=== Assigned task ===
Every line with "Налево" in it must be copied from the data.

(Records from a collection)

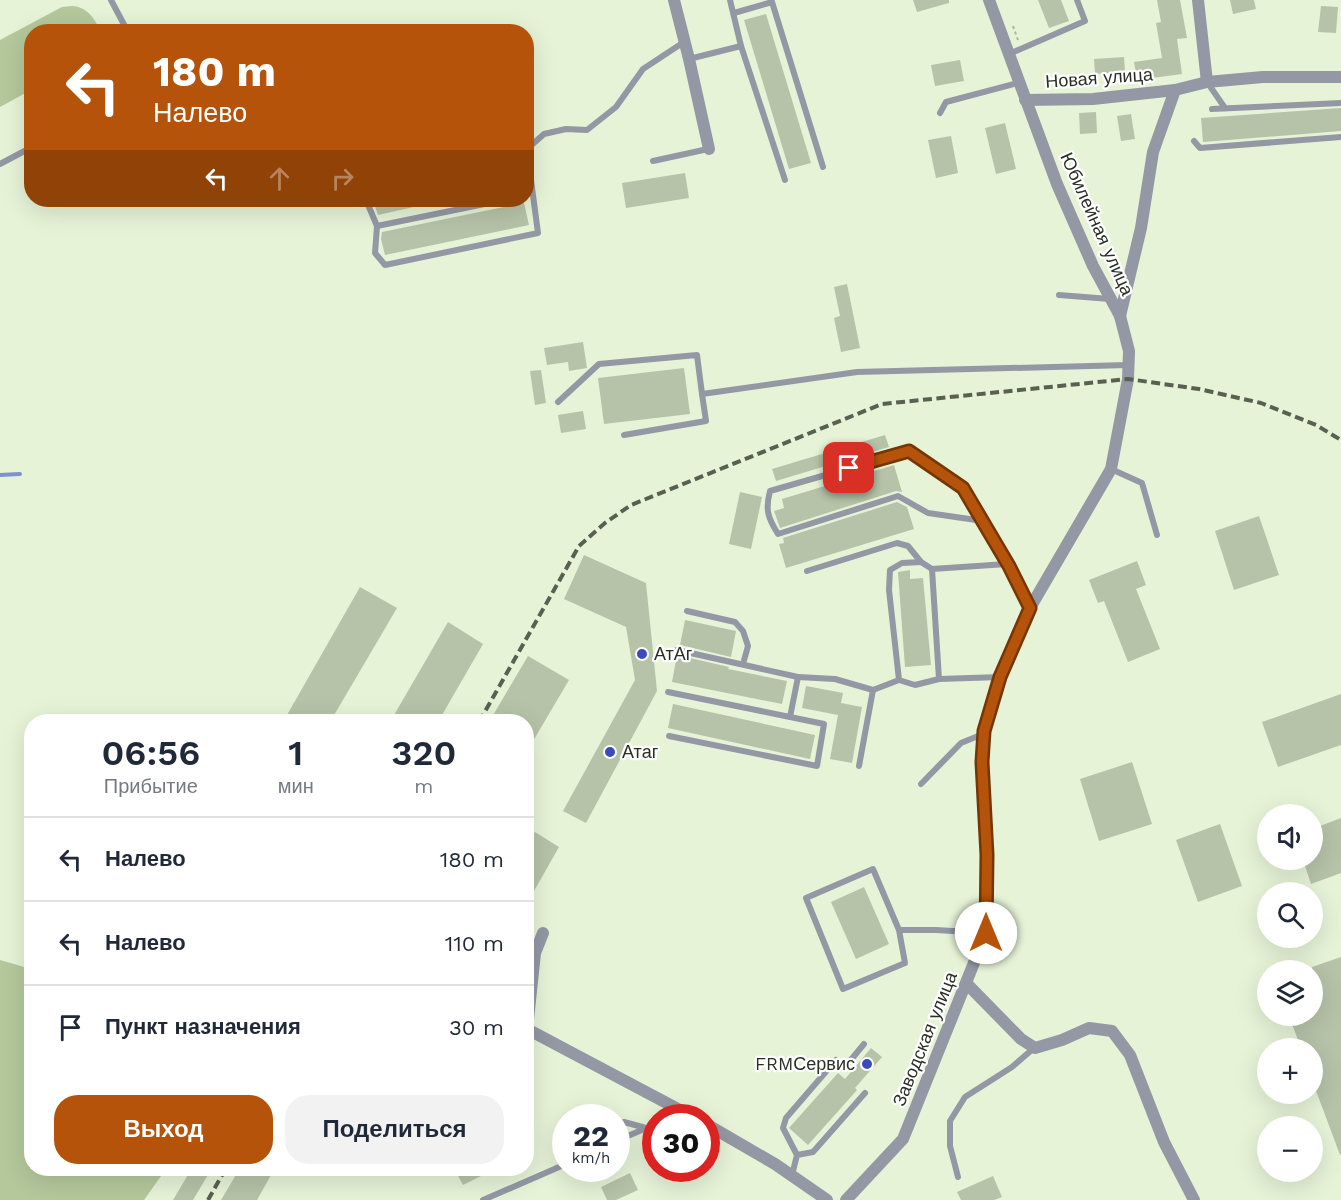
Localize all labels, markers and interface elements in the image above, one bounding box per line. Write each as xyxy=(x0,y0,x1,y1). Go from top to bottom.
text: 180 m xyxy=(153,47,276,96)
icon: left xyxy=(54,48,132,126)
street label: Новая улица xyxy=(1044,63,1154,92)
text: Налево xyxy=(153,97,247,129)
street label: Юбилейная улица xyxy=(1056,149,1139,300)
icon: left xyxy=(200,162,233,195)
icon: ahead xyxy=(263,162,296,195)
icon: right xyxy=(326,162,359,195)
pin xyxy=(823,442,874,493)
icon: arrive xyxy=(832,451,865,484)
place label: АтАг xyxy=(654,643,693,664)
marker: АтАг xyxy=(635,647,649,661)
text: 06:56 xyxy=(101,732,200,774)
text: 1 xyxy=(288,732,303,774)
text: 320 xyxy=(391,732,457,774)
place label: Атаг xyxy=(622,741,659,762)
marker: Атаг xyxy=(603,745,617,759)
text: Прибытие xyxy=(104,774,198,798)
text: мин xyxy=(278,774,314,798)
text: m xyxy=(414,774,433,798)
map controls xyxy=(1257,804,1323,1182)
button: sound xyxy=(1257,804,1323,870)
icon: left xyxy=(54,843,87,876)
text: Налево xyxy=(105,846,186,871)
text: 180 m xyxy=(440,847,504,872)
button: search xyxy=(1257,882,1323,948)
position arrow xyxy=(954,901,1018,965)
icon: left xyxy=(54,927,87,960)
text: Налево xyxy=(105,930,186,955)
text: 110 m xyxy=(445,931,504,956)
button: layers xyxy=(1257,960,1323,1026)
street label: Заводская улица xyxy=(888,968,961,1109)
icon: arrive xyxy=(54,1011,87,1044)
text: Пункт назначения xyxy=(105,1014,301,1039)
text: 30 m xyxy=(449,1015,504,1040)
button: + xyxy=(1257,1038,1323,1104)
place label: FRMСервис xyxy=(755,1053,855,1074)
marker: FRMСервис xyxy=(860,1057,874,1071)
button: Выход xyxy=(54,1095,273,1164)
button: Поделиться xyxy=(285,1095,504,1164)
speed limit sign: 30 xyxy=(642,1104,720,1182)
button: − xyxy=(1257,1116,1323,1182)
text: 22 xyxy=(573,1118,609,1153)
text: km/h xyxy=(572,1149,610,1167)

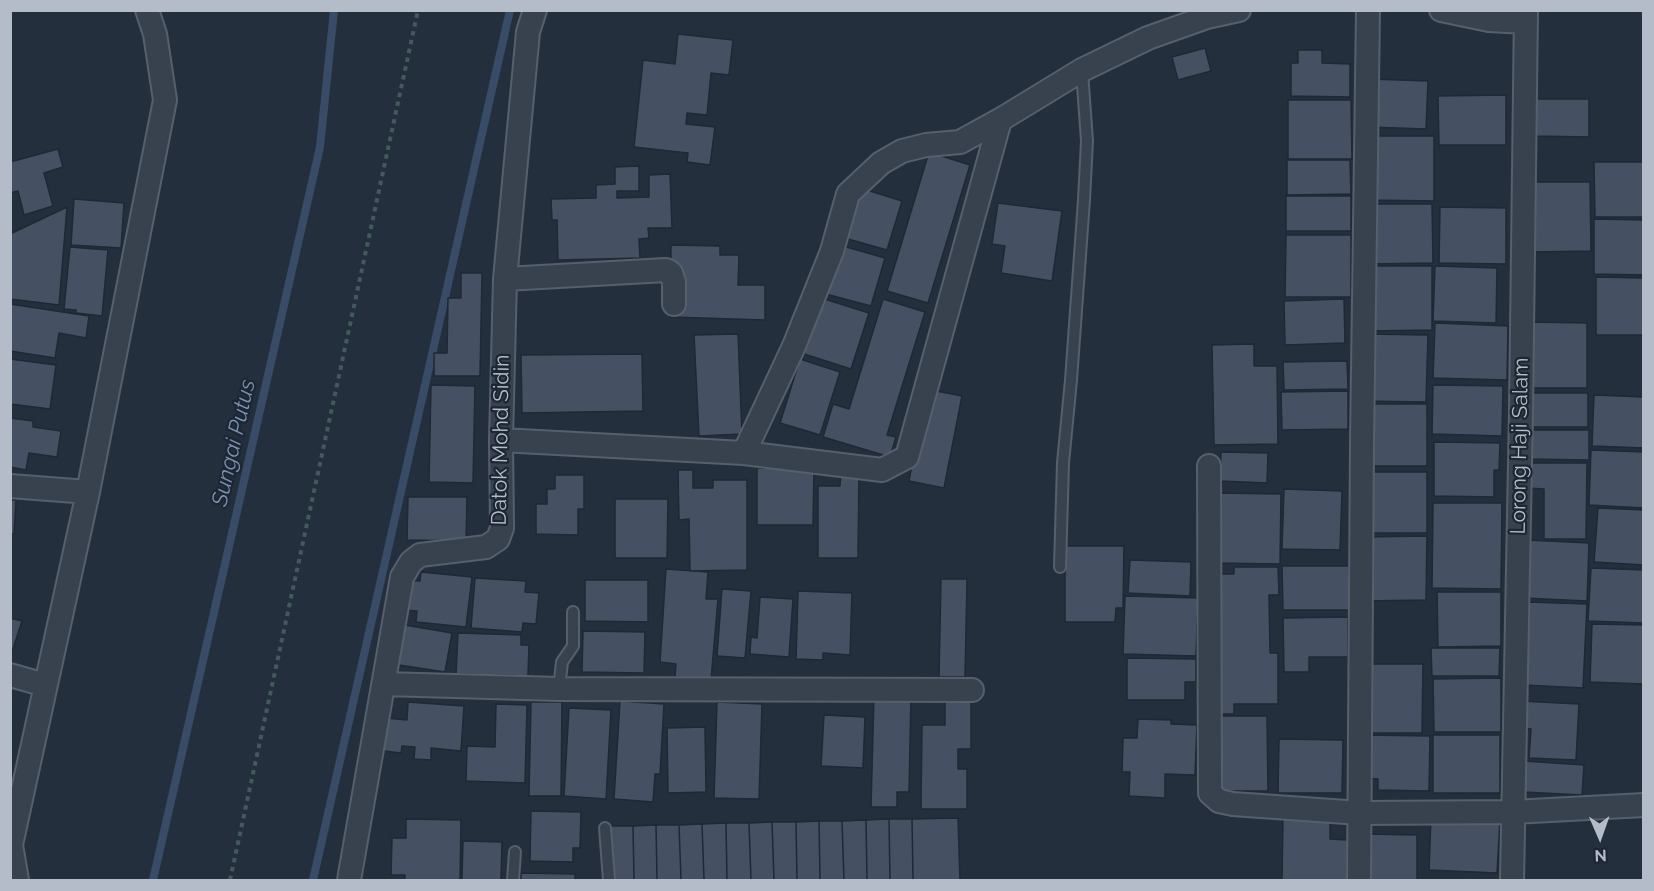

=== Answer box ===
text: Налево xyxy=(153,97,247,129)
text: Налево xyxy=(105,846,186,871)
text: Налево xyxy=(105,930,186,955)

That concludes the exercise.